> **Task brief**: A word-for-word transcription of every record is needed.

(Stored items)
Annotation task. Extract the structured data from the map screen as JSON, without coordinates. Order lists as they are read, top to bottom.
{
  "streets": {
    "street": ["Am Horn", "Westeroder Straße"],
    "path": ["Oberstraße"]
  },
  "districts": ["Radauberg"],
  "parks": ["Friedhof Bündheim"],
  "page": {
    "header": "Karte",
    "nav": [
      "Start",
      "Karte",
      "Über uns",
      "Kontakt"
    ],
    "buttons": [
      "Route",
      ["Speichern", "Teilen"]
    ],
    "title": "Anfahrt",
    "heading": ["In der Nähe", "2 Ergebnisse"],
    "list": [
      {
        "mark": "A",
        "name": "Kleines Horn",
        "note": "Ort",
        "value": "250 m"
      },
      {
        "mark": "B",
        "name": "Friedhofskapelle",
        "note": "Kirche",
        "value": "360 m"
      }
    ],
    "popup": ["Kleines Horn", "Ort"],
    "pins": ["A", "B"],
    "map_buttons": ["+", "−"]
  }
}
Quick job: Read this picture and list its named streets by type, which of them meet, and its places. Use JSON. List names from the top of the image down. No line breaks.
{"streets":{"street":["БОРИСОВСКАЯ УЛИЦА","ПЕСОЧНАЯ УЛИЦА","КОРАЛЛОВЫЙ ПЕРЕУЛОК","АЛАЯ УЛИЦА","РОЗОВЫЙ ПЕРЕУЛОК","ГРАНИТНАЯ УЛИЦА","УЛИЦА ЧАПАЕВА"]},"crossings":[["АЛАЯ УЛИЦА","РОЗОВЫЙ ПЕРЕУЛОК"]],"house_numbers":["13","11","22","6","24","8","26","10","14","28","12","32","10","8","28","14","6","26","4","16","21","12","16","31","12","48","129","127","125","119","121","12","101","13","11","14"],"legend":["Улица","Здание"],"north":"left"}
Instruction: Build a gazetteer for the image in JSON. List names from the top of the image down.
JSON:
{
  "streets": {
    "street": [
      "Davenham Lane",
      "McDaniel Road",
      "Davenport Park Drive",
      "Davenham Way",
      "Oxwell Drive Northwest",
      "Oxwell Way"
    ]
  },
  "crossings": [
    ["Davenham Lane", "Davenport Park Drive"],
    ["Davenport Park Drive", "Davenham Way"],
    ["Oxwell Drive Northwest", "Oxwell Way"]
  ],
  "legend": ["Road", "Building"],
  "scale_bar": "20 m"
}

> **Answer for this exercise**:
Annotation task. Extract the structured data from the map screen as JSON, without coordinates. Order lists as they are read, top to bottom.
{
  "streets": {
    "street": ["Am Horn", "Westeroder Straße"],
    "path": ["Oberstraße"]
  },
  "districts": ["Radauberg"],
  "parks": ["Friedhof Bündheim"],
  "page": {
    "header": "Karte",
    "nav": [
      "Start",
      "Karte",
      "Über uns",
      "Kontakt"
    ],
    "buttons": [
      "Route",
      ["Speichern", "Teilen"]
    ],
    "title": "Anfahrt",
    "heading": ["In der Nähe", "2 Ergebnisse"],
    "list": [
      {
        "mark": "A",
        "name": "Kleines Horn",
        "note": "Ort",
        "value": "250 m"
      },
      {
        "mark": "B",
        "name": "Friedhofskapelle",
        "note": "Kirche",
        "value": "360 m"
      }
    ],
    "popup": ["Kleines Horn", "Ort"],
    "pins": ["A", "B"],
    "map_buttons": ["+", "−"]
  }
}
Quick job: Read this picture and list its named streets by type, which of them meet, and its places. Use JSON. List names from the top of the image down. No line breaks.
{"streets":{"street":["БОРИСОВСКАЯ УЛИЦА","ПЕСОЧНАЯ УЛИЦА","КОРАЛЛОВЫЙ ПЕРЕУЛОК","АЛАЯ УЛИЦА","РОЗОВЫЙ ПЕРЕУЛОК","ГРАНИТНАЯ УЛИЦА","УЛИЦА ЧАПАЕВА"]},"crossings":[["АЛАЯ УЛИЦА","РОЗОВЫЙ ПЕРЕУЛОК"]],"house_numbers":["13","11","22","6","24","8","26","10","14","28","12","32","10","8","28","14","6","26","4","16","21","12","16","31","12","48","129","127","125","119","121","12","101","13","11","14"],"legend":["Улица","Здание"],"north":"left"}
Instruction: Build a gazetteer for the image in JSON. List names from the top of the image down.
JSON:
{
  "streets": {
    "street": [
      "Davenham Lane",
      "McDaniel Road",
      "Davenport Park Drive",
      "Davenham Way",
      "Oxwell Drive Northwest",
      "Oxwell Way"
    ]
  },
  "crossings": [
    ["Davenham Lane", "Davenport Park Drive"],
    ["Davenport Park Drive", "Davenham Way"],
    ["Oxwell Drive Northwest", "Oxwell Way"]
  ],
  "legend": ["Road", "Building"],
  "scale_bar": "20 m"
}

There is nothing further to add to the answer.